M&A is also likely. The event tech landscape is fragmented, with dozens of regional players offering similar cashless payment solutions. CoreGo could roll up smaller competitors to gain market share quickly, consolidate vendor relationships, and eliminate margin compression from local price competition.

Product expansion is the wildcard. Does CoreGo stay focused on payments, or does it push into adjacent categories like ticketing, access control, or vendor management? The more of the event tech stack it controls, the stickier the platform becomes — but also the more complex the product roadmap and the more competitive the landscape.

The safe bet is land-and-expand: dominate cashless payments first, then layer in adjacent modules as upsells to existing customers. That's lower-risk than trying to compete head-to-head with established ticketing platforms or access control providers. But it also caps the total addressable market unless CoreGo finds a way to become the operating system for live events — not just the payments layer.

One thing's certain: the next 18 months will clarify whether open-loop payment systems are a temporary COVID-era phenomenon or a permanent shift in how live events handle money. If CoreGo can prove the model at scale, Bregal Milestone's bet will look prescient. If interchange fees and operational complexity stall adoption, the firm will be stuck holding a niche infrastructure play in a market that's still figuring out what it wants.

The Unanswered Questions Worth Tracking

Deal terms matter here, and we don't have them. Was this a high-multiple growth equity deal where Bregal paid a premium for market leadership, or a more conservative valuation reflecting the sector's post-pandemic uncertainty? Did early investors exit entirely, or are they rolling equity into the new structure? How much of the capital is earmarked for growth versus balance sheet liquidity?

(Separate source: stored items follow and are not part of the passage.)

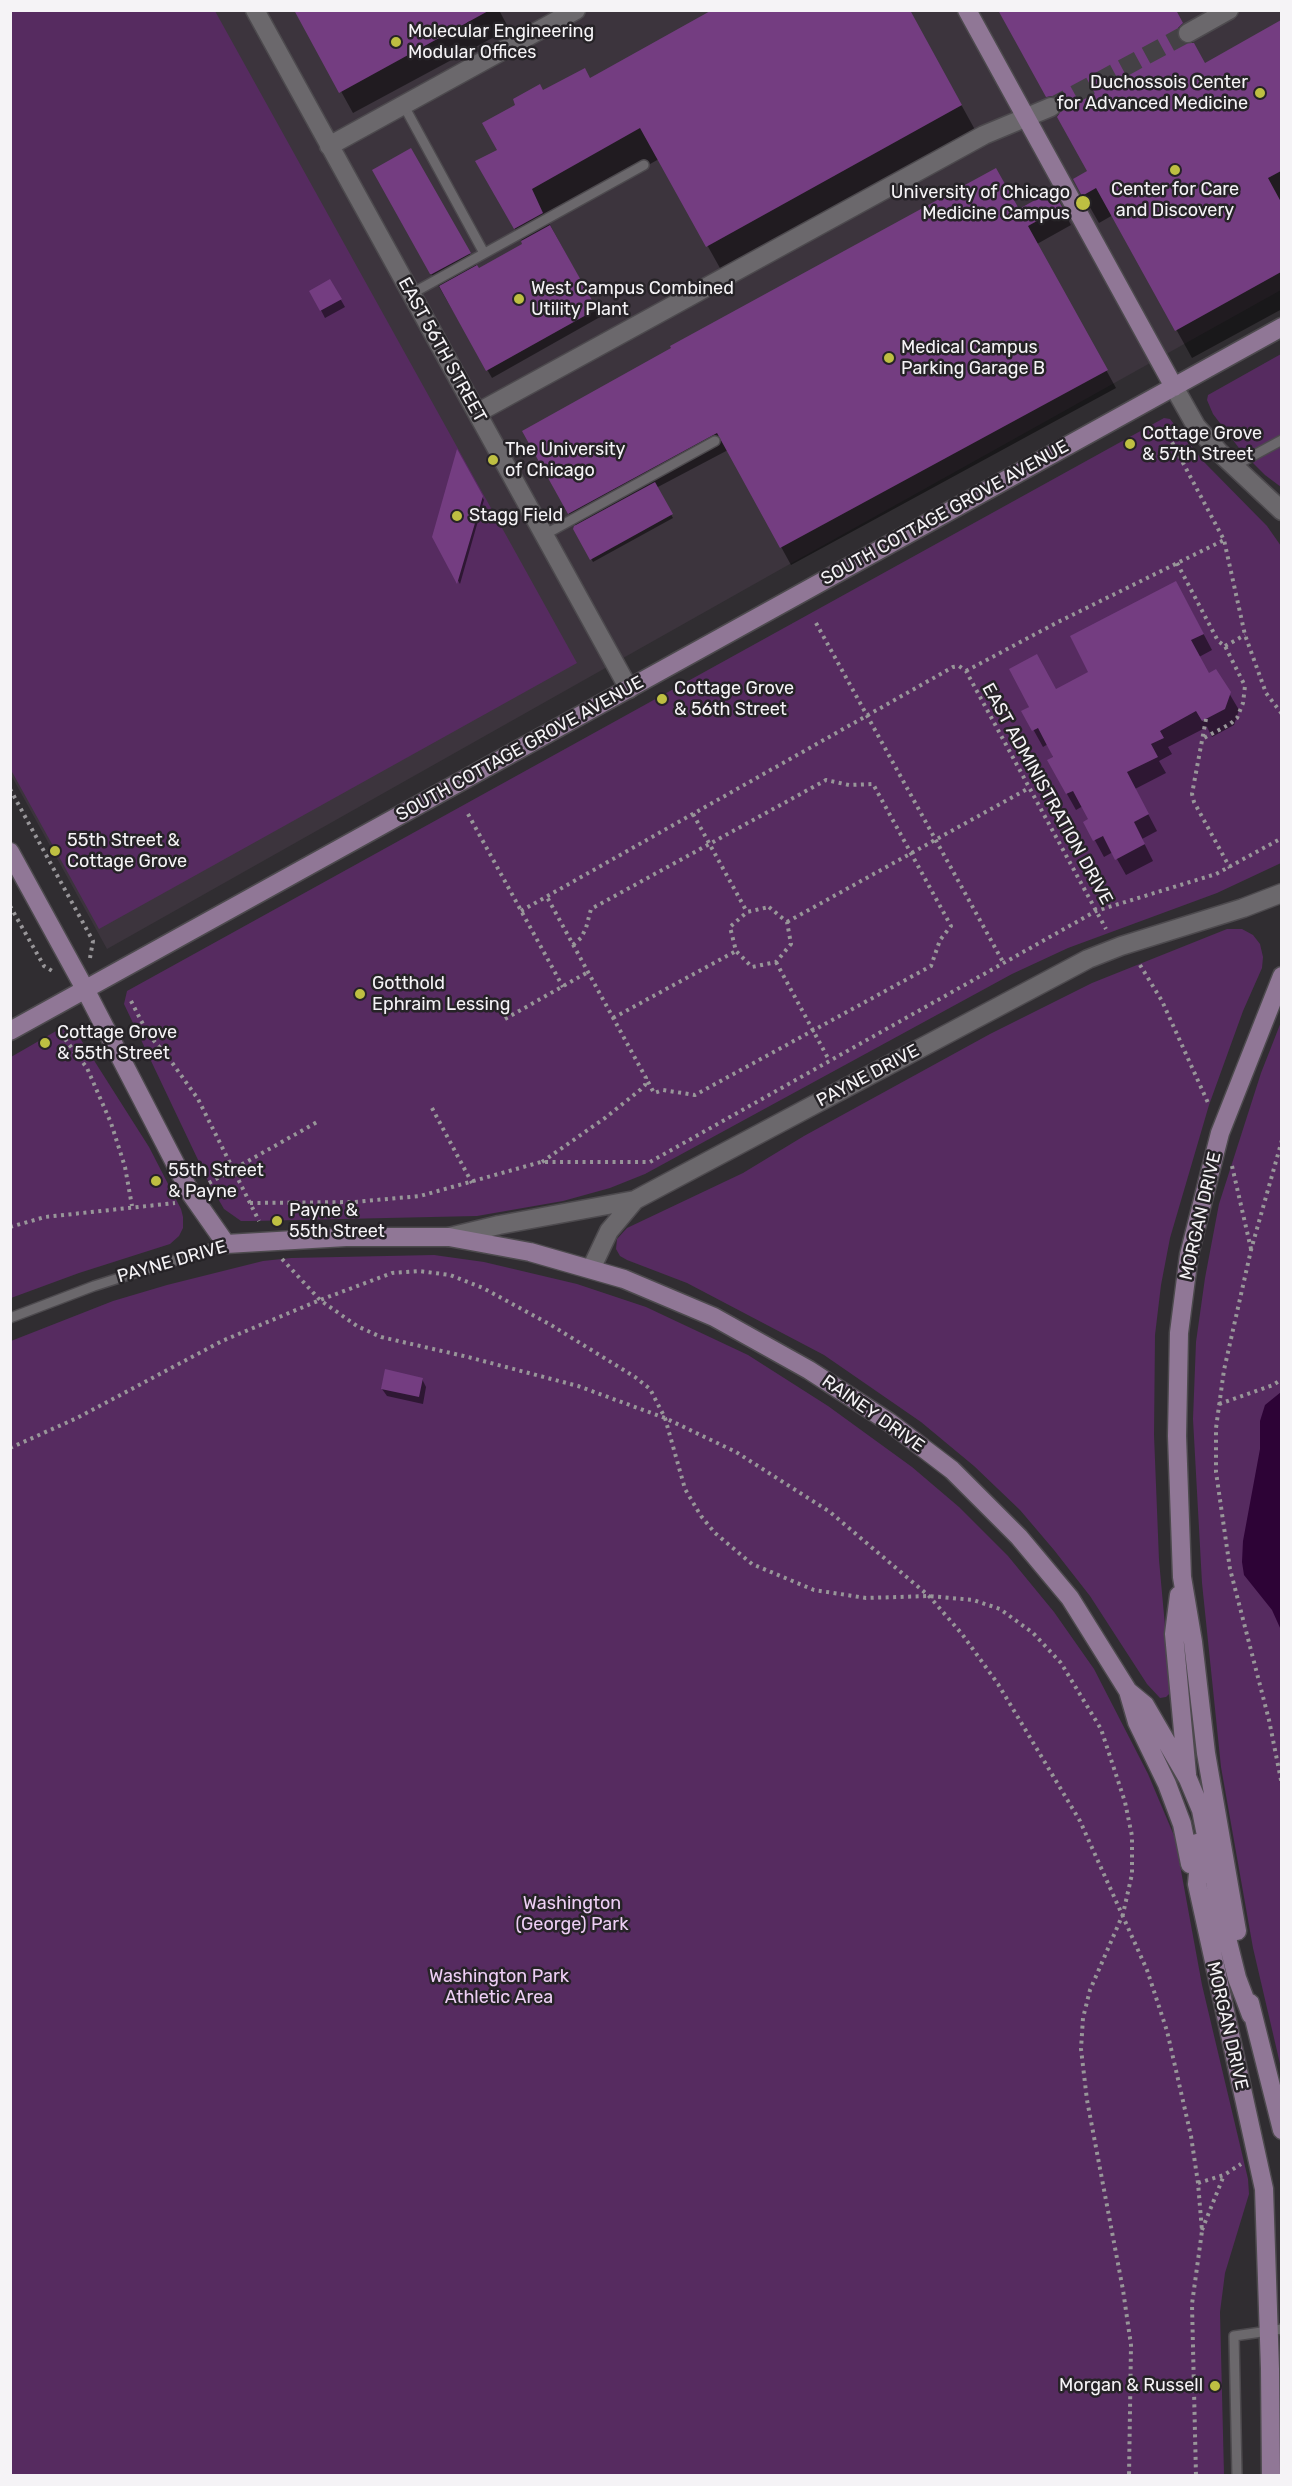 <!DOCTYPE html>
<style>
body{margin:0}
#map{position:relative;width:1292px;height:2486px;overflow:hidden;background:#302d31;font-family:Rubik,sans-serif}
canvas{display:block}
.frame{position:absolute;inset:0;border:12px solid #f5f3f6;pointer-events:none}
</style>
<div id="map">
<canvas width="1292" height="2486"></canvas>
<div class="frame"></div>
</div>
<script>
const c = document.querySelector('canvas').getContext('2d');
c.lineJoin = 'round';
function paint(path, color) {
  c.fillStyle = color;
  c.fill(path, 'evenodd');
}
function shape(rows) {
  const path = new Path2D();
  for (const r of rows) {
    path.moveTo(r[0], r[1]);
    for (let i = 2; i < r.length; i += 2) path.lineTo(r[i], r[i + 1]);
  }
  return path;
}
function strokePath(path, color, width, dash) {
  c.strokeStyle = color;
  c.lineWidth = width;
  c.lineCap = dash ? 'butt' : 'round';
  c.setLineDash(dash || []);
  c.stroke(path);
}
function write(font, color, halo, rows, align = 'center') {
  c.font = font + ' Rubik,sans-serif';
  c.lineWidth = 5;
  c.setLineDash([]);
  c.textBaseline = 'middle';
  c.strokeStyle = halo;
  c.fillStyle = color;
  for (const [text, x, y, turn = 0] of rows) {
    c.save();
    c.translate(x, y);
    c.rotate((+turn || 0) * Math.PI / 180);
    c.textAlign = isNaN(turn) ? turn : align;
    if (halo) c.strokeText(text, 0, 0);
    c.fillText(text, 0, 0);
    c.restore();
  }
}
paint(shape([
 [10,11,1281,11,1281,290,781,569,107,949,11,775]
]), '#3c343d');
paint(shape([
 [10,11,215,11,577,663,99,929,11,770],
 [1281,354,1281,487,1265,475,1242,452,1213,414,1207,400,1208,395],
 [1164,418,1170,419,1204,462,1267,526,1281,546,1281,863,1217,893,1068,948,1012,974,645,1174,610,1188,563,1201,477,1216,252,1221,241,1221,224,1209,209,1183,124,1004,127,991],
 [1227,929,1242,929,1253,935,1260,944,1263,957,1262,968,1243,1011,1209,1105,1170,1238,1161,1285,1155,1335,1154,1435,1159,1560,1171,1692,1166,1697,1160,1698,1147,1684,1090,1596,1054,1550,1020,1510,974,1466,921,1422,824,1355,687,1283,627,1260,620,1256,616,1249,617,1239,627,1228,743,1173,804,1136,990,1034,1092,983],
 [1281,1022,1281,2068,1253,1948,1221,1767,1202,1583,1193,1419,1196,1342,1205,1278,1219,1204,1261,1073],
 [63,1027,70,1028,76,1032,149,1147,181,1209,183,1217,183,1228,179,1236,170,1244,79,1273,11,1298,11,1057],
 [434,1255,484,1262,577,1284,646,1307,748,1355,828,1406,912,1467,959,1507,1008,1556,1054,1612,1094,1669,1148,1774,1175,1838,1202,1985,1248,2179,1249,2194,1225,2273,1220,2312,1224,2475,11,2475,11,1341,113,1301,167,1285,263,1261,291,1258]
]), '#562b60');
paint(shape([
 [1281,1392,1281,1630,1272,1610,1244,1575,1242,1562,1243,1541,1260,1449,1260,1421,1265,1405]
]), '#2d0336');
paint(shape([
 [296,10,499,10,509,29,353,113],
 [909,10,979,137,725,277,659,159,548,221,600,317,492,378,431,273,411,150,479,270,524,245,477,162,499,150,543,92,590,80],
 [1175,10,1205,65,1282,21,1282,309,1192,358,1113,215,1099,223,1083,195,1075,180,1089,172,1047,96],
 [1053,192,1071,225,1037,244,1116,388,791,565,728,450,656,488,673,518,593,562,575,529,577,528,524,431,1018,211],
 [330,281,345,307,325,318,311,291],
 [457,453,484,500,460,584,433,537],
 [1185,599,1212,650,1199,657,1209,675,1229,693,1239,710,1234,725,1212,737,1207,727,1168,747,1172,754,1159,761,1166,773,1135,789,1157,831,1142,839,1153,861,1126,875,1113,852,1104,857,1085,822,1090,820,1083,806,1076,810,1067,794,1048,744,1043,747,1023,711,1056,690,1090,672],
 [422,1379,426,1387,423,1404,387,1396,382,1389]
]), '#0007');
paint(shape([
 [294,10,490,10,339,93],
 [712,10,910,10,962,105,706,247,640,128,532,189,543,213,514,229,475,161,497,150,482,123,515,105,513,99,540,84,543,90,585,68,590,78],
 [998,10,1176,10,1183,23,1178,28,1178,38,1183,43,1194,43,1205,63,1281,20,1281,171,1268,178,1281,202,1281,272,1175,331,1096,188,1082,196,1073,179,1087,171,1057,117,1062,109,1061,102,1053,96,1046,97],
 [411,148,471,253,432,274,430,274,372,170],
 [996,168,1019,209,1053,190,1062,207,1028,226,1108,370,780,548,717,433,568,514,522,431,671,348,670,346],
 [550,225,597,309,486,371,439,286,477,265,479,268,522,244,521,241],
 [330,279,342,299,320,311,309,291],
 [457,449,483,496,457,584,432,537],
 [655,482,673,514,590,560,573,529,574,526],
 [1176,581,1204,634,1191,640,1209,673,1216,669,1231,692,1225,709,1202,721,1196,711,1160,731,1164,738,1151,744,1158,757,1127,772,1149,814,1134,822,1145,844,1115,860,1103,836,1093,841,1083,822,1088,819,1073,791,1066,794,1047,760,1053,757,1038,728,1032,731,1021,711,1029,707,1009,669,1037,654,1056,689,1088,672,1070,636],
 [385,1369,423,1378,419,1397,381,1389]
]), '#743d81');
strokePath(shape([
 [1051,107,1188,33]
]), '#444145', 18, [18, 9]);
const lane = shape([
 [404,106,484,253],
 [411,294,644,165],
 [1234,466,1282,440],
 [544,535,715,441],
 [10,1318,94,1286,226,1244],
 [1237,2476,1234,2336,1282,2329]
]);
const street = shape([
 [255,10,629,689],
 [1188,33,1229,10],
 [329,146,576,10],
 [1174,387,1196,426,1219,452,1282,511],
 [477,413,984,135,1051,107],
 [449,1237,499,1225,635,1200,1088,959,1121,946,1243,908,1282,893],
 [591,1269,609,1231,635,1200]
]);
const secondary = shape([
 [967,10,1174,387],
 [10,852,85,989,191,1194,226,1244,346,1237,449,1237,530,1252,624,1279,714,1317,809,1370,889,1422,952,1470,1019,1537,1070,1598,1128,1691,1145,1705,1188,1779,1201,1810,1223,1922,1237,1978,1251,2015],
 [10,1031,1282,327],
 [1179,1595,1174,1634,1187,1774],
 [1128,1691,1137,1722,1167,1784,1182,1824,1190,1864],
 [1197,1843,1199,1862,1197,1884,1264,2189,1270,2369,1271,2476],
 [1237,1931,1206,1753,1193,1642,1182,1577,1177,1436,1179,1333,1189,1255,1220,1133,1282,976],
 [1250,2003,1282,2130]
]);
strokePath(lane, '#4d4a4e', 12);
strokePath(street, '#4d4a4e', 21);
strokePath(secondary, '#4d4a4e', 21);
strokePath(shape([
 [1165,429,1224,540,1245,635,1266,693,1282,714],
 [1177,563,1218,641,1225,646,1245,686,1243,703,1237,718,1230,724,1202,739],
 [816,623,1003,962],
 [1225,646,1245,635],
 [966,671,1058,622,1224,540],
 [1206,719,1192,794,1194,802,1230,868],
 [10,789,93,941,90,958],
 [468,814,563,987],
 [693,814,747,912],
 [10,906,44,966,54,972],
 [769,907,787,922,791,944,776,962,752,967,736,951,730,927,747,912,769,907],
 [521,911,953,667,959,666,966,671,1106,929],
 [787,922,1029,788],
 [573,945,581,938,586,928,591,909,826,780,849,785,873,784,951,926,940,940,931,966,695,1095,663,1090,654,1093,646,1078],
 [776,962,829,1060],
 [1140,965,1162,1001,1209,1105],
 [131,1001,148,1034,168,1057,198,1099,259,1221],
 [613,1018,736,951],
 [505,1019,588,972],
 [65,1039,87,1068,111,1123,125,1167,132,1206],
 [432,1108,472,1183],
 [1282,1140,1251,1250,1224,1370,1216,1428,1216,1472,1230,1569,1269,1720,1282,1785],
 [542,1162,605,1118,640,1090,645,1085,646,1078,547,897],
 [1232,1166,1251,1249],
 [209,1183,319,1121],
 [250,1203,354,1202,420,1196,541,1162,650,1162,1096,911,1216,874,1282,838],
 [10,1227,45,1217,175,1203],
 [282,1259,320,1300,357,1326,381,1337,468,1357,578,1386,665,1418,736,1452,830,1512,929,1596,962,1634,998,1684,1080,1821,1147,1970,1167,2031,1191,2136,1198,2183,1202,2231,1192,2304,1196,2476],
 [1219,1404,1273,1385,1282,1379],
 [10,1448,77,1418,222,1341,320,1300,392,1273,419,1271,450,1275,483,1288,551,1325,635,1377,650,1389,665,1418,685,1489,701,1516,715,1533,752,1564,814,1590,866,1598,929,1596,973,1600,1000,1609,1033,1633,1061,1663,1101,1729,1125,1802,1132,1836,1132,1874,1123,1914,1090,1990,1083,2018,1081,2049,1087,2100,1123,2290,1131,2345,1129,2476],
 [1198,2183,1224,2175,1241,2164],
 [1202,2230,1224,2175]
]), '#989699', 4, [3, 4.5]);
strokePath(lane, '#6b686c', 9);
strokePath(street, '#6b686c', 18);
strokePath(secondary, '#907796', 18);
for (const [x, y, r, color] of [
 [396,42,6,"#bebf42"],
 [1260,93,6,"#bebf42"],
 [1175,170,6,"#bebf42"],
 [1083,203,8,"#bebf42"],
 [519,299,6,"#bebf42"],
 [889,358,6,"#bebf42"],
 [1130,444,6,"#bebf42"],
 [493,460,6,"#bebf42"],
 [457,516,6,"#bebf42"],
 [662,699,6,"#bebf42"],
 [55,851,6,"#bebf42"],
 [360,994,6,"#bebf42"],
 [45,1043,6,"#bebf42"],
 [156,1181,6,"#bebf42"],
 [277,1221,6,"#bebf42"],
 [1215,2386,6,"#bebf42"]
]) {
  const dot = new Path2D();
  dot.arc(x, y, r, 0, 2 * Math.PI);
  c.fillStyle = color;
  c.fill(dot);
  strokePath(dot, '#262327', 2);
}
write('18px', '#f5f3f6', '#262327', [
 ["Molecular Engineering",408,32],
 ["Modular Offices",408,53],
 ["Duchossois Center",1248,83,"right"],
 ["for Advanced Medicine",1248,104,"right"],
 ["Center for Care",1175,190,"center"],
 ["and Discovery",1175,211,"center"],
 ["University of Chicago",1070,193,"right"],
 ["Medicine Campus",1070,214,"right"],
 ["West Campus Combined",531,289],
 ["Utility Plant",531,310],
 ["Medical Campus",901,348],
 ["Parking Garage B",901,369],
 ["Cottage Grove",1142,434],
 ["& 57th Street",1142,455],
 ["The University",505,450],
 ["of Chicago",505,471],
 ["Stagg Field",469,516],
 ["Cottage Grove",674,689],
 ["& 56th Street",674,710],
 ["55th Street &",67,841],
 ["Cottage Grove",67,862],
 ["Gotthold",372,984],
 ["Ephraim Lessing",372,1005],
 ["Cottage Grove",57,1033],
 ["& 55th Street",57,1054],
 ["55th Street",168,1171],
 ["& Payne",168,1192],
 ["Payne &",289,1211],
 ["55th Street",289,1232],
 ["Morgan & Russell",1203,2386,"right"]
], 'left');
write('18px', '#f5f3f6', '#262327', [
 ["EAST 56TH STREET",442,350,61],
 ["SOUTH COTTAGE GROVE AVENUE",945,513,-29],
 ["SOUTH COTTAGE GROVE AVENUE",520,749,-29],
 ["EAST ADMINISTRATION DRIVE",1047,794,61],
 ["PAYNE DRIVE",868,1076,-28],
 ["MORGAN DRIVE",1201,1216,-77],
 ["PAYNE DRIVE",172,1262,-16],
 ["RAINEY DRIVE",873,1414,35],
 ["MORGAN DRIVE",1227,2026,77]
]);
write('18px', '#eecff5', '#262327', [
 ["Washington",572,1904],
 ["(George) Park",572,1925],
 ["Washington Park",499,1977],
 ["Athletic Area",499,1998]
]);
</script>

Customer concentration is another risk vector. If CoreGo derives a disproportionate share of revenue from a handful of large festival operators, a single lost contract could materially impact financials. The company hasn't disclosed customer concentration metrics, but it's a standard diligence question for growth equity investors — and one that will matter if CoreGo ever explores a sale or IPO.

And then there's the technology moat question. What stops Visa or Mastercard from launching their own white-label event payment solutions and cutting out the middleman entirely? CoreGo's value prop depends on event-specific features that generic POS systems don't offer — but card networks have deep pockets and strong incentives to control the full transaction stack.

None of these are fatal flaws, but they're the kinds of strategic tensions that determine whether a growth equity bet turns into a home run or a modest return. Bregal Milestone has a track record of navigating these dynamics — but every deal is different, and the live events market has humbled plenty of smart investors before.